Ogletree, speaking to The Crimson yesterday, dismissed The Standard’s allegations against Tribe as ‘nonsense.’
Professor Ogletree’s response says:
My ‘nonsense’ response was to the claim that Professor Tribe would NOT respond
to the charges. He responded the very day that the matter was brought to his
attention, as I imagined he would. Nothing else was said or should be implied
from my comment. [Emphasis in original.]
There obviously is what one might politely call a disjunction between what The Crimson wrote and what Professor Ogletree wrote. To explicitly state the utterly obvious, The Crimson says Professor Ogletree called the charges against Professor Tribe nonsense. Professor Ogletree says he called the idea that Professor Tribe would not respond to the charges nonsense.
This all seems quite unfortunate. For either The Crimson would seem to have quoted Professor Ogletree horribly out of context (as the blog suggested might be possible), or there was a misunderstanding somehow, or Professor Ogletree’s response is not true.
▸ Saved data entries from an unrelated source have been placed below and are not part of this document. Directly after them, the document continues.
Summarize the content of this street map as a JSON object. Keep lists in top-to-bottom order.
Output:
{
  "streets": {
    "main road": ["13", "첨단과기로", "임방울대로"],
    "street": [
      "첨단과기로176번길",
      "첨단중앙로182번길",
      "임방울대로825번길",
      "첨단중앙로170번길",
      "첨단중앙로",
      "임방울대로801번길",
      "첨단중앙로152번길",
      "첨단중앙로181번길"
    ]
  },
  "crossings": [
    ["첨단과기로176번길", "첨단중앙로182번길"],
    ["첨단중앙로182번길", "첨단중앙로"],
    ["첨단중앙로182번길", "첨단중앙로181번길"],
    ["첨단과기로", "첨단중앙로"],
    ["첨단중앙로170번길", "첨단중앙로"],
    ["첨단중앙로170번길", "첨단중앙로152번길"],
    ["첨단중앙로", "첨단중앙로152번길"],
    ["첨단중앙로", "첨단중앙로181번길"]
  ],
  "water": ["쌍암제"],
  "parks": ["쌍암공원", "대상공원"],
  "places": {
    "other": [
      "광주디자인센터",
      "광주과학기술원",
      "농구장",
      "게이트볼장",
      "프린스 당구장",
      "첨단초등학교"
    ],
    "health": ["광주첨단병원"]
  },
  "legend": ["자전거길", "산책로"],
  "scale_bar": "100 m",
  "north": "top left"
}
In view of what the first and last of the three possibilities might mean, it would seem desirable for the dramatis personnae to try to clear up what caused the disjunction. One is sorely tempted to think, one surely wants to think, that there was some sort of misunderstanding on one side or the other, or even on both sides. But one doesn’t know. Given the unhappy meaning of two of the alternatives, the parties should try to clear up what happened.